Indeed, the biggest news in the Roundtable's report may be that once radical ideas about corporate governance are now firmly in the mainstream--and are accepted by a group made up of 200 CEOs of the nation's largest corporations and headed by the chieftains of Caterpillar, Johnson & Johnson, Chase Manhattan, and General Motors.
STOCKHOLDERS FIRST. The document offers little in the way of new ideas about governance. But it acknowledges that "the paramount duty" of management and the board is to the shareholders and not to such other stakeholders as employees, customers, suppliers, and the community. It also urges that boards be composed of a "substantial majority" of outside directors and that they meet at least once a year without the CEO or other inside directors present.

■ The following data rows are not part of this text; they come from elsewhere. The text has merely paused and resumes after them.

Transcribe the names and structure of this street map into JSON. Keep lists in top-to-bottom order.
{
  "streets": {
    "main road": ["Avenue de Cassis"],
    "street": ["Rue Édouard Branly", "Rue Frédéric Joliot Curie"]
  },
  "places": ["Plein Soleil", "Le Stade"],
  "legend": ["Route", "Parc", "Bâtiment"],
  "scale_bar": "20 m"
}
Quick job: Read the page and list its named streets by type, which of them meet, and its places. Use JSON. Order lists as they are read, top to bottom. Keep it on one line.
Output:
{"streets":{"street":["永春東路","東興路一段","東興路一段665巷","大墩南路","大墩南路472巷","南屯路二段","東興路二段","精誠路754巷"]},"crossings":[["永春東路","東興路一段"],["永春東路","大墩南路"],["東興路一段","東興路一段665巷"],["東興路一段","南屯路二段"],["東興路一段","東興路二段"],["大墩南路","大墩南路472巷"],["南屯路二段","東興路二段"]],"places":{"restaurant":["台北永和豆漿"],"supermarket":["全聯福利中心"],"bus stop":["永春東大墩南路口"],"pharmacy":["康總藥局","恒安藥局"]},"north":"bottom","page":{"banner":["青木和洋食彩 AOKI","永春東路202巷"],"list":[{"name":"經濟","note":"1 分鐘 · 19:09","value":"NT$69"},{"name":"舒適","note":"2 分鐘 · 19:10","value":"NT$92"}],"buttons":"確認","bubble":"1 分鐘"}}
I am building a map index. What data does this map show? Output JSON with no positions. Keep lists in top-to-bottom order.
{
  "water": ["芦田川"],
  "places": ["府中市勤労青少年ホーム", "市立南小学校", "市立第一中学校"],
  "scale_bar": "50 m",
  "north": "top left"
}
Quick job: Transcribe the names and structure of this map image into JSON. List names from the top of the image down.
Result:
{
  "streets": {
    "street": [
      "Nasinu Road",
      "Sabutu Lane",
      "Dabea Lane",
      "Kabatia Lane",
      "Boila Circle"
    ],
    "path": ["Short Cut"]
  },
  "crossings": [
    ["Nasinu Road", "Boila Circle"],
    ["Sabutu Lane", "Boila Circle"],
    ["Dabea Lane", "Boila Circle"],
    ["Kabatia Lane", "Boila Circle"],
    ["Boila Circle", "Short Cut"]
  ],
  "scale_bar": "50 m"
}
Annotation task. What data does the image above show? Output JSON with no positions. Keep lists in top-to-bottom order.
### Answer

Parts of the document even sound as if they could have come from a speech by Minow or governance guru Ira M. Millstein, who in 1996 headed a panel of the National Association of Corporate Directors that issued its own guidelines. The Roundtable now agrees that it's up to the board--not the CEO alone--to nominate new directors and that a board's nominating committee should include only outside directors. It calls for boards to evaluate CEO performance every year.
The last time the Roundtable tackled the subject of governance was in 1990. Then, its recommendations were so general as to be nearly meaningless. Few expected better in 1997. "That group creating guidelines for governance is like a group of foxes creating rules for rushing into the henhouse," says Charles M. Elson, a governance expert and a professor at Stetson University School of Law.
This time around, however, a task force headed by Chase Manhattan Chairman Walter V. Shipley brought the Roundtable to many positions long advocated by activists. Still, the group shies away from endorsing "best practices" as a rigid tool for governance. "The substance of corporate governance and how it works is more important than the form or structure of it," insists Shipley.
Undoubtedly, some corporate-governance experts will say the directives don't go far enough. For example, the Roundtable opposes term limits for directors, a popular technique for keeping companies open to new ideas. But Minow and other activists find plenty to applaud. With top American CEOs calling for reform, governance is achieving the prominence on management's agenda it has long deserved.